Leave out all lines before the one containing "For a GIS import: What", and copy that line and all the rest below it exactly.
########################################
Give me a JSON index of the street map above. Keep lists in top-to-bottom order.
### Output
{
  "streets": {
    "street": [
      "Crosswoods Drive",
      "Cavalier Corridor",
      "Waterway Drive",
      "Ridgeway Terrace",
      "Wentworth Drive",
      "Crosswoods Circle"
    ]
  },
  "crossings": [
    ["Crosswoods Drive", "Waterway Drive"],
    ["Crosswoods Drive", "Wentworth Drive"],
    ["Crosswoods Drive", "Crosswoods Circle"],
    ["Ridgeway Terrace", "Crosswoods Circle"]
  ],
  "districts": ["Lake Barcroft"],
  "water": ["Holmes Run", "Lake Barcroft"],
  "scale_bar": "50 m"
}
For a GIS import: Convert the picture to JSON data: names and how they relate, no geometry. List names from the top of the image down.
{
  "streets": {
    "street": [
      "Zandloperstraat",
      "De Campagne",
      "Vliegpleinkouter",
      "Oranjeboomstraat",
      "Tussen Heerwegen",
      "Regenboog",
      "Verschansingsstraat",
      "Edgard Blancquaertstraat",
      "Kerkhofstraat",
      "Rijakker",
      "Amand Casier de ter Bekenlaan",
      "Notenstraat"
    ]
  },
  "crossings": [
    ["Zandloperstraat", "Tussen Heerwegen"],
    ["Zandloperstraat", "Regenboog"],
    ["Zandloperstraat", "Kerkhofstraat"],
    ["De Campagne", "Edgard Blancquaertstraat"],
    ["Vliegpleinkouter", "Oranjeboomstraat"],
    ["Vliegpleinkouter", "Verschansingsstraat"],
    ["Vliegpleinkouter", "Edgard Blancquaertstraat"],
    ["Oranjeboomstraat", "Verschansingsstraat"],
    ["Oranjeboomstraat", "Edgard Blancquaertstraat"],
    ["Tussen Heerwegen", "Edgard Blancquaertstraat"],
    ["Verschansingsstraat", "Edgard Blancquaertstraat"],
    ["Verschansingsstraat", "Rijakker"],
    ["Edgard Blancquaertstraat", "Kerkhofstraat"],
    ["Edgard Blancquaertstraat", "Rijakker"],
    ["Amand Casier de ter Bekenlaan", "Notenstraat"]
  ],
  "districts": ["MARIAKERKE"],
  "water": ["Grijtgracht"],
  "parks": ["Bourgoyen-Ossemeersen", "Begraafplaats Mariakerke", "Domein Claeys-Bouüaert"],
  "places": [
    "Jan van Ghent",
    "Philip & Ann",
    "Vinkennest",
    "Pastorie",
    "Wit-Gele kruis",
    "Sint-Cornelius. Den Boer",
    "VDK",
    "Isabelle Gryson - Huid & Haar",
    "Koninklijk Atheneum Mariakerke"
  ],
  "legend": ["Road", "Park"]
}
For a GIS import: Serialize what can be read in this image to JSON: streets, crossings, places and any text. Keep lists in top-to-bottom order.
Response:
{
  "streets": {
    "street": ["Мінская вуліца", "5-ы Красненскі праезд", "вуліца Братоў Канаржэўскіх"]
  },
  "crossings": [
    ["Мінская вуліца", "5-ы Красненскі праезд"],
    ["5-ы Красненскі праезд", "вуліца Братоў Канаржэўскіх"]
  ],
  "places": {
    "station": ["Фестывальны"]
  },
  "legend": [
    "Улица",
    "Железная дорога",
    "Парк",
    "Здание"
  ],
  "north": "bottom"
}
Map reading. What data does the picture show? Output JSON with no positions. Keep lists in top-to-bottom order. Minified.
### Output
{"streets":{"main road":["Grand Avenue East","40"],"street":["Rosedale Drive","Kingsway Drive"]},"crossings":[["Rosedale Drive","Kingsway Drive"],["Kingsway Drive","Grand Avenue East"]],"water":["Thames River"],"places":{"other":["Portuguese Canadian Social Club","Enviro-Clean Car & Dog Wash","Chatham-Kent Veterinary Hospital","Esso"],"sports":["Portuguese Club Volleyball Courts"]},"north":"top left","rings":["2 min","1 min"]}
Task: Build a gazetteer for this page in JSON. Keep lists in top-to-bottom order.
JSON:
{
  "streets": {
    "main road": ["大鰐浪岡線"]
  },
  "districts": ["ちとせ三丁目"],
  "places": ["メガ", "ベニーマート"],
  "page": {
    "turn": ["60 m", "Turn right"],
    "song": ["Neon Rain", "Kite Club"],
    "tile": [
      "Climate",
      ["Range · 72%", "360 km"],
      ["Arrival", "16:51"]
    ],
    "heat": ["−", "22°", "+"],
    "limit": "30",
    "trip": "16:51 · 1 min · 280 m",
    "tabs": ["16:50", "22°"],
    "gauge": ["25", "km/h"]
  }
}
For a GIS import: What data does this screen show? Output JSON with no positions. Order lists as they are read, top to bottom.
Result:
########################################
■ Written answer:
For a GIS import: What data does this screen show? Output JSON with no positions. Order lists as they are read, top to bottom.
Result:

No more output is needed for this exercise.